Step five: protect belongings and the building
Only once people are safe and the water is stopped should you turn to possessions. Lift anything you can off the floor: rugs, electricals, books, documents, boxes and low furniture. Slide foil or small blocks under furniture legs to stop them wicking up water and staining carpets. Move soft furnishings and anything of sentimental or financial value to a dry upstairs room. Take curtains up off wet floors by looping them over the rail. If water is coming through a light fitting, remember that fitting and the circuit behind it stay a hazard until an electrician confirms otherwise.
Step six: document everything for insurance
This step feels like the least urgent and turns out to be one of the most valuable. Before you clear too much away, take clear photos and short videos of the water, the damage, the source if you can see it safely, and every affected room and item. Capture standing water levels against walls and skirting. Keep any damaged items rather than throwing them out immediately, as your insurer may want to inspect them. Make a written list of what has been damaged while it is fresh in your mind.
Contact your home insurer as soon as it is practical. Most buildings and contents policies cover escape of water from a plumbing fault, which is precisely this scenario, and many insurers run a 24-hour claims line and can arrange professional drying. Keep receipts for anything you have to buy or pay for as a result, including emergency plumbing. Honest, well-documented claims are settled far more smoothly, so a few minutes of photos now protects you later.
Step seven: start drying to limit mould
The moment the water stops, a new clock starts. Damp materials begin to support mould growth within roughly one to two days, and the longer moisture sits in plaster, floors and skirting, the more of your home has to be dried, stripped back or replaced. Get air moving as soon as it is safe: open windows, use fans and, if you have one, a dehumidifier. Lift the edges of soaked carpet so air can reach the underlay and floor beneath. Do not assume that because the surface looks dry the structure is dry; water travels a long way inside walls and under floors, and proper drying often needs professional equipment and moisture readings. Our guide on drying out your home after a water leak goes into the full process, including how long it realistically takes and what professional drying involves.

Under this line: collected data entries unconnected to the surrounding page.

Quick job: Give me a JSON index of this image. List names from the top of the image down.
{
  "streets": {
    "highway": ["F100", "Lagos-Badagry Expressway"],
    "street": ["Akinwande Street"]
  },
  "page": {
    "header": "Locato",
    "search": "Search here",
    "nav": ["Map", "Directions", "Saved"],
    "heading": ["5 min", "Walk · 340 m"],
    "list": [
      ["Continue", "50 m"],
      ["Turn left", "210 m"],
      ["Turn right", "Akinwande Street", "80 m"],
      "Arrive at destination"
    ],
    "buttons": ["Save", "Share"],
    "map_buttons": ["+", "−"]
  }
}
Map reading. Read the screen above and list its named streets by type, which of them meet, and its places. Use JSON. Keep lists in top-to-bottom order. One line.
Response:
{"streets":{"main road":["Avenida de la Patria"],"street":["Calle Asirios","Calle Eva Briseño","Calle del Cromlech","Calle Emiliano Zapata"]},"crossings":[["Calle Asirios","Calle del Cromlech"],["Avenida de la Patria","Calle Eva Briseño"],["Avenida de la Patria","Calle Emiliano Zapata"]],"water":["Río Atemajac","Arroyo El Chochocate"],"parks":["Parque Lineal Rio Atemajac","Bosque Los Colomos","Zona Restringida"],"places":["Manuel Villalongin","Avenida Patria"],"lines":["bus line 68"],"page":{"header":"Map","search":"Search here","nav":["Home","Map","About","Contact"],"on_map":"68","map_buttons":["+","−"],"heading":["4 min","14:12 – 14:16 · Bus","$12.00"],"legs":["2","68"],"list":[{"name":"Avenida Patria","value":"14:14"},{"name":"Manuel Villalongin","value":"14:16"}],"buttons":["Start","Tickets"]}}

What people on the forums actually agree on
If you read through the honest back-and-forth on UK communities like r/AskUK, r/DIYUK and r/HousingUK when someone posts about a flooded home, a few points come up again and again, and they line up with everything above. The strongest consensus is that people wish they had known where their stopcock was before the emergency, not during it. Time after time, the advice from those who have been through it is the same: go and find yours today, make sure it turns, and tell everyone in the household where it is.
The second recurring theme is electrical caution. Experienced posters are consistent that the mop can wait and that nobody should be wading into a flooded room while the power might be live. The third is documentation: people who photographed everything and rang their insurer promptly report far less friction with their claims than those who cleared up first and tried to explain later. And the fourth, discussed candidly, is drying. Many describe underestimating how long a home takes to dry properly and how easily hidden damp turns into a mould problem weeks later. None of this is a substitute for a professional on site, but it is a fair reflection of hard-won experience, and it matches what we see on London callouts.
How we help in a genuine flooding emergency
When you are standing in water and need help fast, you deserve straight answers rather than a runaround. We give you an honest arrival window rather than a vague promise, so you know what you are waiting for. We agree the price with you before we travel, so there is no uncomfortable surprise while you are already stressed and soaked. And if the water is still flowing when you call, we talk you through isolating it there and then, because stopping the damage cannot wait for us to arrive.
For an immediate response across the capital, our emergency plumber London service covers exactly this kind of internal flooding. If the cause is a split or burst pipe, our burst pipe repair in London page explains how we trace, isolate and permanently fix the fault rather than just stemming it. As a rough guide, and every property is different, emergency isolation and a temporary make-safe typically fall within the lower end of UK trade cost-guide ranges, while a full burst-pipe repair, replacement of damaged sections and any pressure testing sit higher depending on access and the extent of the damage. We will always talk you through the likely cost before any work begins.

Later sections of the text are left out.